Im zerstörten Gazastreifen ist es schwierig, Leichen zu bergen. Noch immer wurden nicht alle toten Geiseln zurückgeführt. Das sind ihre Namen.

Fahrzeug des Internationalen Roten Kreuzes: Die Verzögerungen bei der Rückführung der toten Geiseln gefährden die Waffenruhe Foto: Yousef Al Zanoun/AP/dpa

ap | Die Hamas hat sich verpflichtet, alle toten Geiseln an Israel zurückzugeben. Die Leichen von 28 aus Israel verschleppten Menschen, die am 7. Oktober 2023, dem Tag des Terrorangriffs, der den Krieg auslöste, bereits tot oder noch lebend in den Gazastreifen gebracht worden waren, hatten im Rahmen der Waffenruhe im Gaza-Krieg längst übergeben werden sollen.
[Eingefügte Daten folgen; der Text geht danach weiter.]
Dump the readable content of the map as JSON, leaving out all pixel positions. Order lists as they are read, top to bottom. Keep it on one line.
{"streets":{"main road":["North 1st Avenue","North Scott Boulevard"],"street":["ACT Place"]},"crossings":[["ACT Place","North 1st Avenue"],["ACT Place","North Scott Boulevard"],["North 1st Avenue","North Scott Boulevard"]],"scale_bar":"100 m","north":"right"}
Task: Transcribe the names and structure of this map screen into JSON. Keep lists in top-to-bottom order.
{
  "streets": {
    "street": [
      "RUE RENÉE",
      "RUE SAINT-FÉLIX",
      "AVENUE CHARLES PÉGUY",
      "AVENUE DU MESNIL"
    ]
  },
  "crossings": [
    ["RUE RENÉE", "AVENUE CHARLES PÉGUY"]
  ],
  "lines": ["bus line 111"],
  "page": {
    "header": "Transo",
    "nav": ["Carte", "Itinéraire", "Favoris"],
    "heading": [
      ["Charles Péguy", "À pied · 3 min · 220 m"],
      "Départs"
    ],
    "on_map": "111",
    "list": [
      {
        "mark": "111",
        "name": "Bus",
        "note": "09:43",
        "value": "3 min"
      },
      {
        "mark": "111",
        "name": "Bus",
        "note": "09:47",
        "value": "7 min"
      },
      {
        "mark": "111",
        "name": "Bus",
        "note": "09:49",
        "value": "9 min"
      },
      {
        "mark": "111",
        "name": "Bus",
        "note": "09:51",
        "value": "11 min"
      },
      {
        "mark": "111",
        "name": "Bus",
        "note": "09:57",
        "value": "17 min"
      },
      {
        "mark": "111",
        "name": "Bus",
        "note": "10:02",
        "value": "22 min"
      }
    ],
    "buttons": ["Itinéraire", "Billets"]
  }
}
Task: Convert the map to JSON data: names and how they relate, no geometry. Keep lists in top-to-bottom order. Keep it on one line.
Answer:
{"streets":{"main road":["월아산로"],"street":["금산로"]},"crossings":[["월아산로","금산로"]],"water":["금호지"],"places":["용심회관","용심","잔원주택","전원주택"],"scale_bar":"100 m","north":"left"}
Tatsächlich gelangten über das Rote Kreuz bislang nur 15 nach Israel.

Am Sonntag gab die militant-islamistische Palästinenserorganisation die Ausweitung der Suche nach den verbliebenen 13 auf weitere Teile des Küstengebiets bekannt. Die Hamas begründet die bisherigen Verzögerungen mit der umfassenden Zerstörung. Teils lägen die sterblichen Überreste tief unter den Trümmern pulverisierter Gebäude, die sich während der zweijährigen israelischen Offensive praktisch überall im Gazastreifen aufgetürmt haben.
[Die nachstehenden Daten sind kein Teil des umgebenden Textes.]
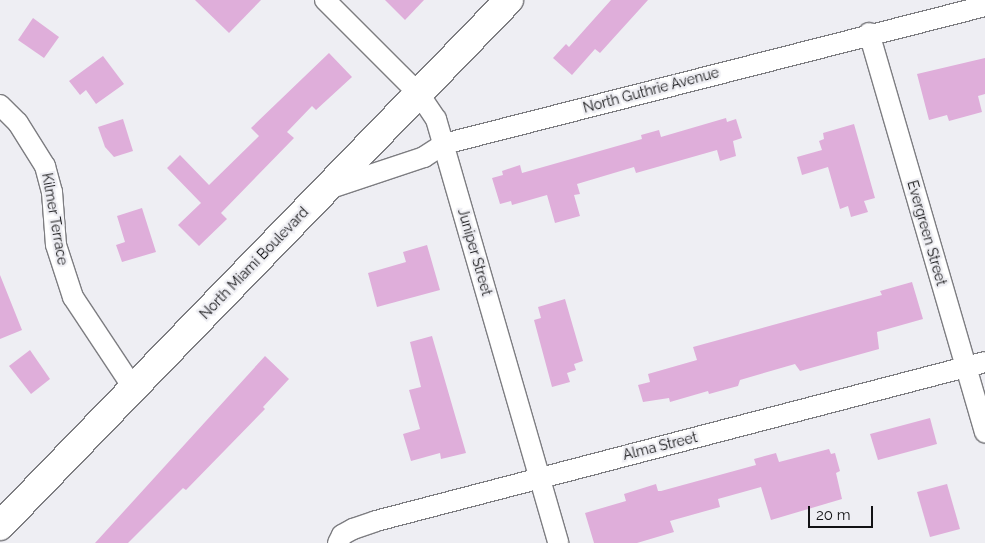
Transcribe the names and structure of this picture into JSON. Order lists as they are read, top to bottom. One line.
{"streets":{"main road":["North Miami Boulevard"],"street":["North Guthrie Avenue","Kilmer Terrace","Evergreen Street","Juniper Street","Alma Street"]},"crossings":[["North Guthrie Avenue","Evergreen Street"],["North Guthrie Avenue","Juniper Street"],["North Guthrie Avenue","North Miami Boulevard"],["Kilmer Terrace","North Miami Boulevard"],["Evergreen Street","Alma Street"],["Juniper Street","North Miami Boulevard"],["Juniper Street","Alma Street"]],"scale_bar":"20 m"}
Verzögerungen gefährden Waffenruhe

Die Verzögerungen gefährden zusehends die fragile Waffenruhe, die am 10. Oktober in Kraft getreten war. Israel wirft den Extremisten vor, den Prozess absichtlich in die Länge zu ziehen.

Ägypten entsandte am Samstag ein Team von Experten und schweres Gerät in den Gazastreifen, um die Bergung der Leichen zu unterstützen, wie zwei ägyptische Regierungsvertreter bestätigten, die anonym bleiben wollten. Der Einsatz sei Teil des Bemühens der Vermittlerstaaten, die Waffenruhe zwischen Israel und der Hamas zu festigen. 20 überlebende Geiseln waren wie vereinbart zum Beginn der Waffenruhe im Austausch gegen Hunderte palästinensische Häftlinge und Gefangene freigekommen.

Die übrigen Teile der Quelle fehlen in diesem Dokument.